Apache Druid Integration with Apache Superset

Introduction

In our previous blog, Exploring Apache Druid: A High-Performance Real-Time Analytics Database, we discussed Apache Druid in more detail. In case you have missed it, it is recommended that you read it before continuing the Apache Druid blog series. In this blog, we talk about integrating Apache Superset and Apache Druid.

Apache Superset and Apache Druid are both open-source tools that are often used together in data analytics and business intelligence workflows. Here’s an overview of each and their relationship.

Apache Superset

Apache Superset is an open-source data exploration and visualization platform developed by Airbnb, it was later donated to the Apache Software Foundation. It is now a top-level Apache project, widely adopted across industries for data analytics and visualization. 

  1. Type: Data visualization and exploration platform.
  2. Purpose: Enables users to create dashboards, charts, and reports for data analysis.
  3. Features:
    1. User-friendly interface for querying and visualizing data.
    2. Wide variety of visualization types (charts, maps, graphs, etc.).
    3. SQL Lab: A rich SQL IDE for writing and running queries.
    4. Extensible: Custom plugins and charts can be developed.
    5. Role-based access control and authentication options.
    6. Integrates with multiple data sources, including databases, warehouses, and big data engines.
  4. Use Cases:
    1. Business intelligence (BI) dashboards.
    2. Interactive data exploration.
    3. Monitoring and operational analytics.

Apache Druid

Apache Druid is a high-performance, distributed real-time analytics database designed to handle fast, interactive queries on large-scale datasets, especially those with a time component. It is widely used for powering business intelligence (BI) dashboards, real-time monitoring systems, and exploratory data analytics.

  1. Type: Real-time analytics database.
  2. Purpose: Designed for fast aggregation, ingestion, and querying of high-volume event streams.
  3. Features:
    1. Columnar storage format: Optimized for analytic workloads.
    2. Real-time ingestion: Can process and make data available immediately.
    3. Fast queries: High-performance query engine for OLAP (Online Analytical Processing).
    4. Scalability: Handles massive data volumes efficiently.
    5. Support for time-series data: Designed for datasets with a time component.
    6. Flexible data ingestion: Supports batch and streaming ingestion from sources like Kafka, Hadoop, and object stores.
  4. Use Cases:
    1. Real-time dashboards.
    2. Clickstream analytics.
    3. Operational intelligence and monitoring.
    4. Interactive drill-down analytics.

How They Work Together

  1. Integration: Superset can connect to Druid as a data source, enabling users to visualize and interact with the data stored in Druid.
  2. Workflow:
    1. Data Ingestion: Druid ingests large-scale data in real-time or batches from various sources.
    2. Data Querying: Superset uses Druid’s fast query capabilities to retrieve data for visualizations.
    3. Visualization: Superset presents the data in user-friendly dashboards, allowing users to explore and analyze it.

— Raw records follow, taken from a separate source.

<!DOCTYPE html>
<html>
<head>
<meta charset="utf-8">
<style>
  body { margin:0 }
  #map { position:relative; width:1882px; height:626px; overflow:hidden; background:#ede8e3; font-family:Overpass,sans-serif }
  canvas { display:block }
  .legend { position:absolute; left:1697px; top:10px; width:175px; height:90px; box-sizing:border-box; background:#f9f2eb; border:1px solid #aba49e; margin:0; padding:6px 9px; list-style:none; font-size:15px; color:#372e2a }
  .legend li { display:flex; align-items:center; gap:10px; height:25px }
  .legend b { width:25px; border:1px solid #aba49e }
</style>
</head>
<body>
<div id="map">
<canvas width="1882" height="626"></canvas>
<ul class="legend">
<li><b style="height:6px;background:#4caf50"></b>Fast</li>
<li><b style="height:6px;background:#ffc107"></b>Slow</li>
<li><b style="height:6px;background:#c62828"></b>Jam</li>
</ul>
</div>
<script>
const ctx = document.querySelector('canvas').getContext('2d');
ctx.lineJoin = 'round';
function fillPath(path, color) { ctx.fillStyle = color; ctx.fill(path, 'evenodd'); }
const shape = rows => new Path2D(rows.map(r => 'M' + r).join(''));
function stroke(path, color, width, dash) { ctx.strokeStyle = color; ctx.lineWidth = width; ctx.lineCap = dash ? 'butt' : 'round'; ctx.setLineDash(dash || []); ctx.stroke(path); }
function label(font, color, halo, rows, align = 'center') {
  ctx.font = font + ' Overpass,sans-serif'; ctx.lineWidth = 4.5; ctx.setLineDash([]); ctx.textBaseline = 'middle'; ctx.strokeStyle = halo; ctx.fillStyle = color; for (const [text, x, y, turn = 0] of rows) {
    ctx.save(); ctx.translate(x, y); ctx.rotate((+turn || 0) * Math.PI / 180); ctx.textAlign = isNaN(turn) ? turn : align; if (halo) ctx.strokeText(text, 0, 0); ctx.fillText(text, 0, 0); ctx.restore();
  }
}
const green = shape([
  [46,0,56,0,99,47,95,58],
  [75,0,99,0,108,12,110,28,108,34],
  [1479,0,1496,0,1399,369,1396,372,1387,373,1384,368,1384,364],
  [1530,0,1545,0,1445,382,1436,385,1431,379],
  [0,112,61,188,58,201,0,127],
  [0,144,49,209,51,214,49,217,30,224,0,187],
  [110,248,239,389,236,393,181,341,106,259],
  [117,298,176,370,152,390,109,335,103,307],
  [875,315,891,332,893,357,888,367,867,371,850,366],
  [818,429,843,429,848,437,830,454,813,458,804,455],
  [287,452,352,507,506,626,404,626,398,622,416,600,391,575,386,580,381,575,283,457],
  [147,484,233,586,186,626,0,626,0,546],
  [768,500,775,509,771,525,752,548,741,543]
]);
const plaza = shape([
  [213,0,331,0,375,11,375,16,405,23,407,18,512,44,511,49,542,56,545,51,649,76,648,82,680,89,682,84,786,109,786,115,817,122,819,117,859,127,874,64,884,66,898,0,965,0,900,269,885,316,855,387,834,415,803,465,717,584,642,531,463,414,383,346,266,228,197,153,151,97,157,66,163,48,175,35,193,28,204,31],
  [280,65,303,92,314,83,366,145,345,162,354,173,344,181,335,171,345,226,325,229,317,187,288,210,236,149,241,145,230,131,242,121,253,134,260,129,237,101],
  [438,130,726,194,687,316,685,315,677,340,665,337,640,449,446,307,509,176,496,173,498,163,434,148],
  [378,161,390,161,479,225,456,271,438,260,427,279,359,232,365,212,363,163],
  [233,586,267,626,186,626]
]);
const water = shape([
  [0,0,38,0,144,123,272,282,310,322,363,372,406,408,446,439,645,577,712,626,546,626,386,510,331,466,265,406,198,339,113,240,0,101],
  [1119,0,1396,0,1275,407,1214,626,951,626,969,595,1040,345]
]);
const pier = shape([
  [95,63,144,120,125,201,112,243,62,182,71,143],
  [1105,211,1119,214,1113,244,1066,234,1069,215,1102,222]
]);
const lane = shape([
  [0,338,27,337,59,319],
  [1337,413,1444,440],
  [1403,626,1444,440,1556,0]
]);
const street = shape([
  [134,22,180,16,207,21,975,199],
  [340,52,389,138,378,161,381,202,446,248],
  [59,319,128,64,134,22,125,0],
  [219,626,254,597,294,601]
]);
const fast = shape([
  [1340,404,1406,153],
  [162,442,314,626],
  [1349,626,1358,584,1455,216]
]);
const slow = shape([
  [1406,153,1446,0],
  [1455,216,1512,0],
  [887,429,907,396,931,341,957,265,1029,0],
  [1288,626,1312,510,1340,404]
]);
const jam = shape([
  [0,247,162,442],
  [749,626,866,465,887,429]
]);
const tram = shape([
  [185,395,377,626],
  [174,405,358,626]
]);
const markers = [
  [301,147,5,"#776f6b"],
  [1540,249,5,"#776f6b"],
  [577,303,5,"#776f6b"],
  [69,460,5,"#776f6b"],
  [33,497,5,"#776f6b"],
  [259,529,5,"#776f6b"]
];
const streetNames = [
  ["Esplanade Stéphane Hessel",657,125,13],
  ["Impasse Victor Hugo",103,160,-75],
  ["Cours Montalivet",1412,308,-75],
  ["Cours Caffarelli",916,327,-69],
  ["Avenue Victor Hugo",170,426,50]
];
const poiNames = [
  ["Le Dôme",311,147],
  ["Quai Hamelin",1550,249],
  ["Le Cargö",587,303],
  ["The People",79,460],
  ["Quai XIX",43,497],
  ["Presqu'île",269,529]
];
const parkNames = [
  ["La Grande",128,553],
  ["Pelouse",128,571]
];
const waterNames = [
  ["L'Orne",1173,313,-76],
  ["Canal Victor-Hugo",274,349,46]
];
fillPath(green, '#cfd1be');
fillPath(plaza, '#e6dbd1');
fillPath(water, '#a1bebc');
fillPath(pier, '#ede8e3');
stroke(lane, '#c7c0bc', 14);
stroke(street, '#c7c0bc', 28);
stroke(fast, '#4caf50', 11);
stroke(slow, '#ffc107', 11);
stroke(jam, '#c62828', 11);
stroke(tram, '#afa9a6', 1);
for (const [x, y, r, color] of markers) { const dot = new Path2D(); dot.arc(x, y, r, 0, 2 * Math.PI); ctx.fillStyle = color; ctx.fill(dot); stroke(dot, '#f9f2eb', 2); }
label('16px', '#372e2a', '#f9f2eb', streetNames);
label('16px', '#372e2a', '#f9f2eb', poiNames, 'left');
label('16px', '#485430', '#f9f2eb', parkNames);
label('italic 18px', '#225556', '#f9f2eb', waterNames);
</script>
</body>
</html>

Key Advantages of Using Them Together

  1. Speed: Druid’s real-time and high-speed querying capabilities complement Superset’s visualization features, enabling near real-time analytics.
  2. Scalability: The combination is suitable for high-throughput environments where large-scale data analysis is needed.
  3. Flexibility: Supports a wide range of analytics use cases, from real-time monitoring to historical data analysis.

Use Cases of Apache Druid and Apache Superset

  1. Fraud Detection: Analyzing transactional data for anomalies.
  2. Real-Time Analytics: Monitoring website traffic, application performance, or IoT devices in real-time.
  3. Operational Intelligence: Tracking business metrics like revenue, sales, or customer behaviour.
  4. Clickstream Analysis: Analyzing user interactions and behaviour on websites and apps.
  5. Log and Event Analytics: Parsing and querying log files or event streams.

Importance of Integrating Apache Druid with Apache Superset

Integrating Apache Druid with Apache Superset opens quite a few doors for the organization to really address high-scale data analysis and interactive visualization needs. Here’s why this combination is so powerful:

  1. High-Performance Analytics:

Druid’s Speed: Apache Druid optimizes low-latency queries and fast aggregation and is designed with large datasets in mind. That can be huge because quick response means Superset can deliver good, reusable, production-quality representations.

Real-Time Data: Druid supports real-time data ingestion, allowing Superset dashboards to visualise near-live data streams, making it suitable for monitoring and operational analytics.

  1. Advanced Query Capabilities:

Complex Aggregations: Druid’s ability to handle complex OLAP-style aggregations and filtering ensures that Superset can provide rich and detailed visualizations.

Native Time-Series Support: Druid’s in-built time-series functionalities allow seamless integration for Superset’s time-series charts and analysis.

  1. Scalability:

Designed for Big Data: Druid is highly scalable and can manage billions of rows in an efficient manner. Together with Superset, it helps dashboards scale easily for high volumes of data.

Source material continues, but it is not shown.